- **Directions for this task**
Every line with the string "Gordon" in it belongs in your answer, so copy them all from the data.
Start of Record set
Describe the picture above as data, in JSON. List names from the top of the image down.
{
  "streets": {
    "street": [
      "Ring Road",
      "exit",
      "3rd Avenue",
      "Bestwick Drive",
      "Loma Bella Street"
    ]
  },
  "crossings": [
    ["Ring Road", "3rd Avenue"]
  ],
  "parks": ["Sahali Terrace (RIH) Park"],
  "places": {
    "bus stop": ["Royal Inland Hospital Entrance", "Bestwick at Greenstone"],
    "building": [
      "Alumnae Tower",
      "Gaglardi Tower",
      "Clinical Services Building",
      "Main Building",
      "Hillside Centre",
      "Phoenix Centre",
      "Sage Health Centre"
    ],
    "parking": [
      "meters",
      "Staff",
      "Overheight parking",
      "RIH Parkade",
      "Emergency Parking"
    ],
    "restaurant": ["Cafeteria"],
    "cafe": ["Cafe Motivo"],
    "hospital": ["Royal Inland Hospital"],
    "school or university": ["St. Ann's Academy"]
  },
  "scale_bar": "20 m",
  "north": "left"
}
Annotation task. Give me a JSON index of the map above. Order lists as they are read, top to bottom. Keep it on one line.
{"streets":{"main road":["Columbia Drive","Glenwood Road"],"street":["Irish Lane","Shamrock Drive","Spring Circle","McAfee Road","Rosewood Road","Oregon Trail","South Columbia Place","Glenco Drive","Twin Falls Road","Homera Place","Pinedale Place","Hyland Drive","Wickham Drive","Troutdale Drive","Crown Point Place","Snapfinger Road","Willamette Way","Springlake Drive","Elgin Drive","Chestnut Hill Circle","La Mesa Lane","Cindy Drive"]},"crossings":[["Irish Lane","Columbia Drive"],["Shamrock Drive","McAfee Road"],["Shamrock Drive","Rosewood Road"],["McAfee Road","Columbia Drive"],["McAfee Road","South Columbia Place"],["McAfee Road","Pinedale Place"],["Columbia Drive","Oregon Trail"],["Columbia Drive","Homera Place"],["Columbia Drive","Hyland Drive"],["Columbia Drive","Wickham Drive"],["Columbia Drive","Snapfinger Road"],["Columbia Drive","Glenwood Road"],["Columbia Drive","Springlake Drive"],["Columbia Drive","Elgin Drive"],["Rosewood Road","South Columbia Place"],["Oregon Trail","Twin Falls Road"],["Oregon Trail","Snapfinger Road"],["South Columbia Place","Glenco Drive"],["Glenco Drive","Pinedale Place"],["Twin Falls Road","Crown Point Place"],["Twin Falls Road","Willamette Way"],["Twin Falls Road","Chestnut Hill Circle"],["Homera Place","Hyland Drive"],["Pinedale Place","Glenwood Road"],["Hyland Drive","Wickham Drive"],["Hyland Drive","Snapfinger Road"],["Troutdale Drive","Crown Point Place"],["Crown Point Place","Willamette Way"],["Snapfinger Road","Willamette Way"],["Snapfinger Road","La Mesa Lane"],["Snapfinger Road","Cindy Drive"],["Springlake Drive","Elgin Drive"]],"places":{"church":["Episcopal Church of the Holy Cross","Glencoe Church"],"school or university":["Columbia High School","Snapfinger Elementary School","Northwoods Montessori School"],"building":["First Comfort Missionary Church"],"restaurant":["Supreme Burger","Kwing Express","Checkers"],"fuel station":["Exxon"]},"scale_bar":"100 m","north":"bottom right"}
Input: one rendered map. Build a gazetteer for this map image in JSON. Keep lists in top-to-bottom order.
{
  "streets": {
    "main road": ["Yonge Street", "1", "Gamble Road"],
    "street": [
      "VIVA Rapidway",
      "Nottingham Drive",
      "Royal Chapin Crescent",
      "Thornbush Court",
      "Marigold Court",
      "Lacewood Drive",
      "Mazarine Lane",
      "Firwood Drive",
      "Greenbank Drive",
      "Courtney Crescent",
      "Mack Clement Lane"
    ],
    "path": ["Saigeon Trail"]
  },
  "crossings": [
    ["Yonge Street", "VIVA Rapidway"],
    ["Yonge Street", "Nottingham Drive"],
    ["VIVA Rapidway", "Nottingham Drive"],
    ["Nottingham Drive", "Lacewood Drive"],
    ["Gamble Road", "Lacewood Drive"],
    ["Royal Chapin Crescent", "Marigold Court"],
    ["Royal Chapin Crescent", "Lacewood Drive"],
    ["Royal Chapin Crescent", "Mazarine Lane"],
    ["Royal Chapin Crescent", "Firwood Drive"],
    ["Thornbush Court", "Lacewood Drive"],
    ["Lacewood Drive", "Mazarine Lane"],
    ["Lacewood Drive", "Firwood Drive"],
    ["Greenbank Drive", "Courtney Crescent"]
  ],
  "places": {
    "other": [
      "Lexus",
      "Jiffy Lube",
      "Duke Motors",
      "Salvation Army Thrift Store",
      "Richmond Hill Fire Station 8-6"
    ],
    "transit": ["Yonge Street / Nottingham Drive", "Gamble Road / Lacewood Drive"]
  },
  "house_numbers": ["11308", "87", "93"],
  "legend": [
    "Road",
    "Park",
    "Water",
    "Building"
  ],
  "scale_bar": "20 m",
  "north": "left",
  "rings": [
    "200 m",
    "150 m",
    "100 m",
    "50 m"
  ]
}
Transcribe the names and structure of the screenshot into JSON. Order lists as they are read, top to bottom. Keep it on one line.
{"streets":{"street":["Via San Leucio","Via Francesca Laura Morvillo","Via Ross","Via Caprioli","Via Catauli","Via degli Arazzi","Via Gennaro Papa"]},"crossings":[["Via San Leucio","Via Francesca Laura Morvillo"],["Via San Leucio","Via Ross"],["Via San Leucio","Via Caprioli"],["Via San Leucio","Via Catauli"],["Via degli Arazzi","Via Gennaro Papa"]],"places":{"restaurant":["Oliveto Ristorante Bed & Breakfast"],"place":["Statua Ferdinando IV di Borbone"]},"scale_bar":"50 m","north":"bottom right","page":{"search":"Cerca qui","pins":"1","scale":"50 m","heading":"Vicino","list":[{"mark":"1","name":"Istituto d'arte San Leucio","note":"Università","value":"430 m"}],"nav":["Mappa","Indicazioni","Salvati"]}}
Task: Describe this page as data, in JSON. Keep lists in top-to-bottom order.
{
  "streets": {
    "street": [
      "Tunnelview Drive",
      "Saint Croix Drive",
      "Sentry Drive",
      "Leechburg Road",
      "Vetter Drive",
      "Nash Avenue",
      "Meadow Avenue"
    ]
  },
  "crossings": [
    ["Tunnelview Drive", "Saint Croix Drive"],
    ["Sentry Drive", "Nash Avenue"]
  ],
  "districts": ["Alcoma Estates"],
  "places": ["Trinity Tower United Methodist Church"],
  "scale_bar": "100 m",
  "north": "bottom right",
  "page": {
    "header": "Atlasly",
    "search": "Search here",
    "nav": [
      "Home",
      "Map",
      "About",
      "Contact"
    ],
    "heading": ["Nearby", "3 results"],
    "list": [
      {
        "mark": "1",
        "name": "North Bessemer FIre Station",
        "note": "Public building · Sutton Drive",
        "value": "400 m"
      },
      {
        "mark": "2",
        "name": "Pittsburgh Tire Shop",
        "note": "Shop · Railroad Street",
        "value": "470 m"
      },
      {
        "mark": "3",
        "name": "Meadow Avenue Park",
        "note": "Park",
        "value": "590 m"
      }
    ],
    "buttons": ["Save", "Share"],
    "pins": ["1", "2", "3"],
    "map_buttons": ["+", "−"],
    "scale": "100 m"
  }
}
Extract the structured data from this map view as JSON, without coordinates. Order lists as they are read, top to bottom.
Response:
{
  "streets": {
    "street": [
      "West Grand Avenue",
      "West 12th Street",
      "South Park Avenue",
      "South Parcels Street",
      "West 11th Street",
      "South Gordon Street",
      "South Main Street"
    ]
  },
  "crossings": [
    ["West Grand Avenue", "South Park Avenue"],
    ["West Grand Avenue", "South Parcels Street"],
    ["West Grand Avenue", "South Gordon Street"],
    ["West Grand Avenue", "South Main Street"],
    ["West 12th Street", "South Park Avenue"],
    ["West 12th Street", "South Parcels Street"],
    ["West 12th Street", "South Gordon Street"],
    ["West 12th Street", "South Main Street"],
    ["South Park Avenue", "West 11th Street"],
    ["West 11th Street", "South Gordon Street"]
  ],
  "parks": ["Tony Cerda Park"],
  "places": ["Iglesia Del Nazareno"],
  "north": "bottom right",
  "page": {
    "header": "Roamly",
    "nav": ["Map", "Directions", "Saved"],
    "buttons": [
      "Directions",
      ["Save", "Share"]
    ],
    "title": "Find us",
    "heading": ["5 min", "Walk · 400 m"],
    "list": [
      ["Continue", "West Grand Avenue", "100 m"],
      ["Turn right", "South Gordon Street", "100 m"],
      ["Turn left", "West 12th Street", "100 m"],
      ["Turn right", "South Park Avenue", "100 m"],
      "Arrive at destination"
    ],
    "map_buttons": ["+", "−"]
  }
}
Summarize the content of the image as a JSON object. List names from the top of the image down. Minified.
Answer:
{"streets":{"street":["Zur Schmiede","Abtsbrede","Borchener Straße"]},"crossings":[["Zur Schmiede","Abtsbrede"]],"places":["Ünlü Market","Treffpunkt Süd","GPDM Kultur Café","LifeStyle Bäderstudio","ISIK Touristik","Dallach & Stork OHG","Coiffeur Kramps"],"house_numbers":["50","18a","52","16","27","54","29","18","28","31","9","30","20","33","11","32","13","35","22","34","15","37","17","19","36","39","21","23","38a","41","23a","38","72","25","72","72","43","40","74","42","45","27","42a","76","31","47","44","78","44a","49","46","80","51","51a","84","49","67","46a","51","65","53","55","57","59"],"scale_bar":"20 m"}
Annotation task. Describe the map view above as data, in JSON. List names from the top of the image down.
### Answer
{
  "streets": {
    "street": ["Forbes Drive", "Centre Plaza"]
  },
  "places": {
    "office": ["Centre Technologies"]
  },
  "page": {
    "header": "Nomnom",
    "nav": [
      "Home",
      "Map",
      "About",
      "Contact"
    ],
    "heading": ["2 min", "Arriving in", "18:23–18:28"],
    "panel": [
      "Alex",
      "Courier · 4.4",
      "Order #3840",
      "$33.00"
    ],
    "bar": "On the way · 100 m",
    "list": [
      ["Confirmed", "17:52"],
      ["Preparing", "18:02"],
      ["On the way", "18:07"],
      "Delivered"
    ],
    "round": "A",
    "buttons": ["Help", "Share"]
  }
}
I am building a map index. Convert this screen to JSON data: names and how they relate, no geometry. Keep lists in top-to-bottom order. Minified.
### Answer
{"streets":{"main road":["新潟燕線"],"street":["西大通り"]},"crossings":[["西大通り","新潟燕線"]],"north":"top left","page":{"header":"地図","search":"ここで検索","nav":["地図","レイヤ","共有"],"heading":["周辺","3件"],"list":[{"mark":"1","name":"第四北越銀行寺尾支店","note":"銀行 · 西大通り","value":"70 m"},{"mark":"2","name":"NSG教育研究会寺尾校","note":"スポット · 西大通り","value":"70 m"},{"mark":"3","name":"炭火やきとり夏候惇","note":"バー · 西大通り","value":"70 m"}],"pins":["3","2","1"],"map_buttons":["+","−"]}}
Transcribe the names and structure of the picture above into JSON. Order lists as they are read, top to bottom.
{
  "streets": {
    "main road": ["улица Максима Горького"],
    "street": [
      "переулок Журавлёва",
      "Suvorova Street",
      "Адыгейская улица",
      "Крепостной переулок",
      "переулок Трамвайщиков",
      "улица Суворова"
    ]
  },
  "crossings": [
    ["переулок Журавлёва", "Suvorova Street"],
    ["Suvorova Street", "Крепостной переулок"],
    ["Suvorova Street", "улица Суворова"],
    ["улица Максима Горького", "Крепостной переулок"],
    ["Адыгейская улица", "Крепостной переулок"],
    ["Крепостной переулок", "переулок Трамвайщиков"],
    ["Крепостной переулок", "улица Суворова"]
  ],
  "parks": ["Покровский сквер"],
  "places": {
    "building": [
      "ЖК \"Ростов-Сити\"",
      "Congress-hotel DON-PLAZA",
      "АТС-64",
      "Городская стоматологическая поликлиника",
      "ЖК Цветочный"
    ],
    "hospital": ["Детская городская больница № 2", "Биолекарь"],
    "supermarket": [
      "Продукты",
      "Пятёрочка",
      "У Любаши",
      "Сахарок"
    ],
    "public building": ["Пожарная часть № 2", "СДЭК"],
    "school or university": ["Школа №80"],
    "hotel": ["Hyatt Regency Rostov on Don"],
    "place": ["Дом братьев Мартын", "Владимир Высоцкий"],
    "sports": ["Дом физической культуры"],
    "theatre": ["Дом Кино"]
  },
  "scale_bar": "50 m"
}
End of Record set
- **Exercise result**
      "South Gordon Street",
    ["West Grand Avenue", "South Gordon Street"],
    ["West 12th Street", "South Gordon Street"],
    ["West 11th Street", "South Gordon Street"]
      ["Turn right", "South Gordon Street", "100 m"],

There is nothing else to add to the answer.